When coaching feels uncomfortable
- Claire Kobylecka

- Feb 9
- 2 min read
I was in a supervision session recently with a line manager. We were discussing how his coaching session might have had more impact if he’d probed a bit deeper around his team member’s feelings.
Using the ‘GROW’ coaching model (Goals, Reality, Options, Will), he’d asked her about her ‘reality’ – where she was right now in terms of her goal, the thing she wanted to achieve. She’d thought carefully about her response and started to explain her struggle. As she described the challenge, she said one word that hinted at how difficult making change might be for her. Her manager ignored that word and continued with another line of questioning.

I checked whether he’d heard it. He was able to replay her sentence and that word exactly. He looked at me knowingly, “What stopped you exploring what she meant?” I asked. “It would be uncomfortable” he said. “My job is to support people, not to make them feel uncomfortable”.
I had to wonder whether it might be uncomfortable for him or for her. Or for both of them for that matter. And if it was uncomfortable for both of them, would that be a bad thing?
Some of the coaching sessions I’ve benefited from have been really uncomfortable. As a coachee, I felt that way because I was confronting my reality head on. I had nowhere to hide and had to face the facts. You can only make changes when you truly see what is going wrong.

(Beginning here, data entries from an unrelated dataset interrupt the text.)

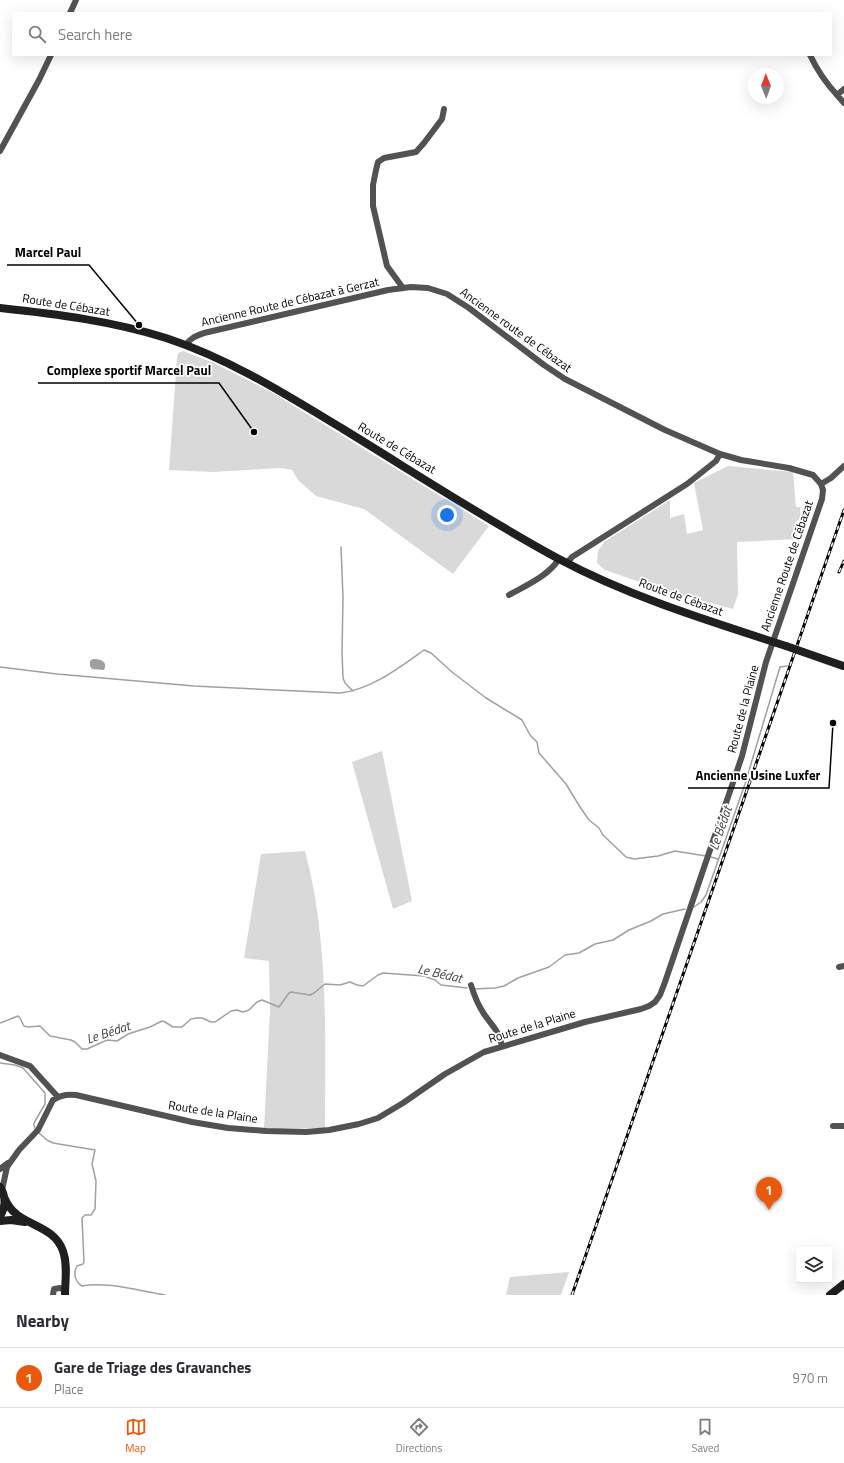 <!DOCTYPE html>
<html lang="en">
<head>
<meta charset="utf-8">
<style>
  body { margin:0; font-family:"Titillium Web",sans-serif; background:#f2f2f3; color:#2b2b33 }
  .controls { position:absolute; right:12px; bottom:12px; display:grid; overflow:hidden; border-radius:0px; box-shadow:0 4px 16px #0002 }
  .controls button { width:36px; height:36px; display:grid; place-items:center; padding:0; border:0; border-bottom:1px solid #e1e1e2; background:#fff; color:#2b2b33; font:20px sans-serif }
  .compass { position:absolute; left:748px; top:68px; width:36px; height:36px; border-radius:50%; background:#fff; box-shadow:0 4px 16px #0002; rotate:359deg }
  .you { position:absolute; left:447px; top:515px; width:14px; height:14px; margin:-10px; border:3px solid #fff; border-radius:50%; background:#1a73e8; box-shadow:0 0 0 6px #1a73e833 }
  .badge { display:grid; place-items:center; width:26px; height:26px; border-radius:50%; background:#ea580c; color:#fff; font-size:13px; font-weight:700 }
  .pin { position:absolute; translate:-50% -33px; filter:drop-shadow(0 1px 2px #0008) }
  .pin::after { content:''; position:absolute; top:21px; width:14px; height:12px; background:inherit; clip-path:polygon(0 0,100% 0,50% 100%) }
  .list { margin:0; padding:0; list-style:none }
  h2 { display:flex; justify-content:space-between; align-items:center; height:52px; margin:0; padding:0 16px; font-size:17px }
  h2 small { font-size:13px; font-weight:400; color:#7c7c81 }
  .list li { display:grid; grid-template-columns:26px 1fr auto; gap:12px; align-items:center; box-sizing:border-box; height:60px; padding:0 16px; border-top:1px solid #e1e1e2 }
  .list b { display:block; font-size:15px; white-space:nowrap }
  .list p { margin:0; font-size:13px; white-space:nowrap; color:#7c7c81 }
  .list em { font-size:13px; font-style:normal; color:#7c7c81 }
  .icon { flex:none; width:22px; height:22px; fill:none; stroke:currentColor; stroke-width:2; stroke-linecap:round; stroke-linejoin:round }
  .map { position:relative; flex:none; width:844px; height:1295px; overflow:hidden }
  .search { position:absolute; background:#fff; box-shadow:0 4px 16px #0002; left:12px; right:12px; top:12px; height:44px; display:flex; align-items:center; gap:10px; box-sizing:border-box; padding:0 14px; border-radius:0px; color:#7c7c81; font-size:15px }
  .sheet { height:112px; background:#fff }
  nav { display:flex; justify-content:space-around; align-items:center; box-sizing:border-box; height:56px; border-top:1px solid #e1e1e2; background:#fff; font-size:11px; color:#7c7c81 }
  nav a { display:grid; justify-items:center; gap:2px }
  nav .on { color:#ea580c }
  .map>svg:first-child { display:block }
  .green { fill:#d9d9d9 }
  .water { fill:#a0a0a0 }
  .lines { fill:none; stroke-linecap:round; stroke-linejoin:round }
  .stream { stroke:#a0a0a0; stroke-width:1.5 }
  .minor { stroke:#525252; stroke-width:6 }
  .secondary { stroke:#1f1f1f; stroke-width:8 }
  .rail-casing { stroke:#000; stroke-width:3 }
  .rail { stroke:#fff; stroke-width:1.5; stroke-dasharray:4.5; stroke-linecap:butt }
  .secondary-bridge { stroke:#1f1f1f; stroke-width:8 }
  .labels { text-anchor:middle; stroke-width:3.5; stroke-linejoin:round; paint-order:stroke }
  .street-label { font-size:12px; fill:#000; stroke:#fff }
  .water-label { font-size:13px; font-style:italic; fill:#414141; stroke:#fff }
  .leader { fill:none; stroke:#000; stroke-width:1.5 }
  .callout-dot { fill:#000; stroke:#fff; stroke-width:1.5 }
  .callout-label { font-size:13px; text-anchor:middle; font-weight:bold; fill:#000; stroke:#fff; stroke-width:3.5; stroke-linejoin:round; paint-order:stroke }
</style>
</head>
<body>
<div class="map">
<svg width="844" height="1295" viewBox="0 0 844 1295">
  <rect width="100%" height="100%" fill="#fff"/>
  <path class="green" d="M183,351L214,363L273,393L489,526L453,574L364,509L316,496L298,480L292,470L281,468L213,472L169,470L177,358L178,353Z
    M728,466L793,472L796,507H800L801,520L796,521L797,539L737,542L738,594L733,609L666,591L605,570L597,563L598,551L604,542L670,500V518L684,514L687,534L703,530L694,483Z
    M382,751L412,901L393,909L352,762Z
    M305,851C329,940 325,1036 325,1128L264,1129L270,1010L269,961L244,958L261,854Z
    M569,1272L561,1295H506L510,1277Z"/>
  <path class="water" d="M93,659C100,659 108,661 104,670L92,669L90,666V661Z"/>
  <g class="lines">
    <path class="stream" d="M341,547L343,598L342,652L343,678L345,683L353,691
      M0,667L57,674L194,686L340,693C371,690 400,667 424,650L431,653L452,672L486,698L522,720L530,735L537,742L539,753L566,784L580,807L589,820L599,828L603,835L626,857L634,859L658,856L675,851L706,856
      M711,857L718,859
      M694,907L701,902L706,895L745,784L780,667L787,666
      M474,989L495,988L504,986L518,978L549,967L565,955L579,953L595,944L613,940L629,930L651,921L663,914L685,909
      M0,1023L18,1016L20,1018L24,1026L28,1027L40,1026L50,1036L71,1040L75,1042L82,1049H87L107,1040L117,1041L128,1034L150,1027L162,1021L165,1022L173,1027H182L191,1019L197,1018H202L211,1022H215L231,1011L237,1010L243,1012L249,1010L257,1002L262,1000L279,1007L289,993L291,992L310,995L314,993L325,984L340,985L350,982L357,985L363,986L378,975L383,973L424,976L435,980L441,985L467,988
      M0,1063L15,1065L23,1068L45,1093V1104L34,1123V1126L36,1130
      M39,1133L47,1140L53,1143L95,1150L92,1164L96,1181L95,1209L91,1215H85L82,1218L84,1262L83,1264L77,1266C73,1273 75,1282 82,1286C107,1281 139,1291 165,1295"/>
    <path class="minor" d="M70,13L76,0
      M810,55C817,70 825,82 837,95
      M844,89L837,95L844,103
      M0,151L39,80L51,55
      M403,288L387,266L373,206V185L376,170L378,162L384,158L416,152L424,143L442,119L444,109
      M821,484L831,478L844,466
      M567,563L572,557L687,484L716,461L720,454
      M509,595C527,585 548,576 559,559
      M839,967L844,966
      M471,985C474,995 478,1005 484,1014C493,1027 498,1029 502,1046
      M0,1055L30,1066L58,1097
      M833,1126H844
      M0,1169L8,1163
      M2,1190L7,1167L19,1150L38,1130L53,1100C60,1095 68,1094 76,1095L192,1122L228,1128L266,1131L306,1132L329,1130L359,1124L378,1118L403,1103L445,1074L484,1052L585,1022L641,1009L649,1006L655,1002L660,995L665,982L742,756L766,662L822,499L823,490L821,484L813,475L789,468L741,460L720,454L665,430L565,379L544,365L469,308L447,294L428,288L411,287L388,290L204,333C196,336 190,338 186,345
      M53,1295L54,1289L60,1288L65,1290"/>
    <path class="secondary" d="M0,308C56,314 112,321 166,338C230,359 287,395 343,429C415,473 485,519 559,559C630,597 709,621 786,646
      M0,1187C6,1196 6,1207 0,1216
      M5,1199C16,1227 53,1222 63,1251C68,1265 65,1281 65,1295
      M0,1221L11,1220L25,1222
      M830,1295L844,1284"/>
    <g class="rail-casing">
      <path id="rail" d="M839,572L844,561
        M572,1295L844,510"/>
    </g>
    <use href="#rail" class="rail"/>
    <path class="secondary-bridge" d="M786,646L843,666"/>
  </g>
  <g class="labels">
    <g class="street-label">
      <text transform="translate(290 302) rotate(-13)" y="4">Ancienne Route de Cébazat à Gerzat</text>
      <text transform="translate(66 305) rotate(9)" y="4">Route de Cébazat</text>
      <text transform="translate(516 330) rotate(36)" y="4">Ancienne route de Cébazat</text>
      <text transform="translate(397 448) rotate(31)" y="4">Route de Cébazat</text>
      <text transform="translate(787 566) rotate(-71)" y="4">Ancienne Route de Cébazat</text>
      <text transform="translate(681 597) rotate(20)" y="4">Route de Cébazat</text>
      <text transform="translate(743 709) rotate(-75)" y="4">Route de la Plaine</text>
      <text transform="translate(532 1026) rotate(-17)" y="4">Route de la Plaine</text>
      <text transform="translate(213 1112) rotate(9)" y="4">Route de la Plaine</text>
    </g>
    <g class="water-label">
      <text transform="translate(720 828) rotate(-71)" y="5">Le Bédat</text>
      <text transform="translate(440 973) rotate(13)" y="5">Le Bédat</text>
      <text transform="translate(108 1032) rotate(-18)" y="5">Le Bédat</text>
    </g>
  </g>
  <path class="leader" d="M139 325L89 265H7M254 432L219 383H38M833 723L829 788H688"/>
  <g class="callout-dot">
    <circle cx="139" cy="325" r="4"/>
    <circle cx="254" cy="432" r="4"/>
    <circle cx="833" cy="723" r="4"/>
  </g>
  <g class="callout-label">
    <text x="48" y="257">Marcel Paul</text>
    <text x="129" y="375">Complexe sportif Marcel Paul</text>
    <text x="758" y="780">Ancienne Usine Luxfer</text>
  </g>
</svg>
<div class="controls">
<button><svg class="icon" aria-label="layers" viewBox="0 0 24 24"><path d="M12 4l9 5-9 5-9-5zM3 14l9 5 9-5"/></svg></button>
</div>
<svg class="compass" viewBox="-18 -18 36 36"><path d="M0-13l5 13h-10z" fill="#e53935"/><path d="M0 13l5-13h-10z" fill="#7c7c81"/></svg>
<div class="you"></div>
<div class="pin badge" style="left:769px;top:1210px">1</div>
<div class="search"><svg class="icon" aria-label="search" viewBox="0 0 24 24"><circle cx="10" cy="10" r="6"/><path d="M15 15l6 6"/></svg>Search here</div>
</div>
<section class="sheet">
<h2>Nearby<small></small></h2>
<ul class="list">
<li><span class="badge">1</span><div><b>Gare de Triage des Gravanches</b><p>Place</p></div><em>970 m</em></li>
</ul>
</section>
<nav>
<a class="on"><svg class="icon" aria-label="map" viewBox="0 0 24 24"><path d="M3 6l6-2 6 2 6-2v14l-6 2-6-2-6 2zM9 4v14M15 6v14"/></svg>Map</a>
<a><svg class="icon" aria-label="directions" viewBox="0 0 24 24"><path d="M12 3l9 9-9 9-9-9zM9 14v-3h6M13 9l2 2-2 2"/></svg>Directions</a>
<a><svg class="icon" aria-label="saved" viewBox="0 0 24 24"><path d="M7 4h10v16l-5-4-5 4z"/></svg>Saved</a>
</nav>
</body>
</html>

When I think back to one of those uncomfortable sessions and think about how my coach must have felt, I think she was a little uncomfortable too. Perhaps not uncomfortable in the sense it was awkward, but I know she must have been working hard to support me. She wasn’t nodding along, she was pushing me. When I wanted to fill the silence with superficial comments, she made sure to hold that silence so that I could find the words I really needed. When I suggested an answer, she prompted me for more detail. “And what else?” she said, making me look below the surface of my thoughts again, pinning down the real root cause of why I was stuck.
The impact I felt from that coaching session has been profound. It’s helped me change so many things in my life. And I’m so grateful for her making me uncomfortable.
As coaches, we need to remember that supporting someone isn’t always about making them feel good. It doesn’t mean we don’t care. By being strong enough to challenge we can help create change.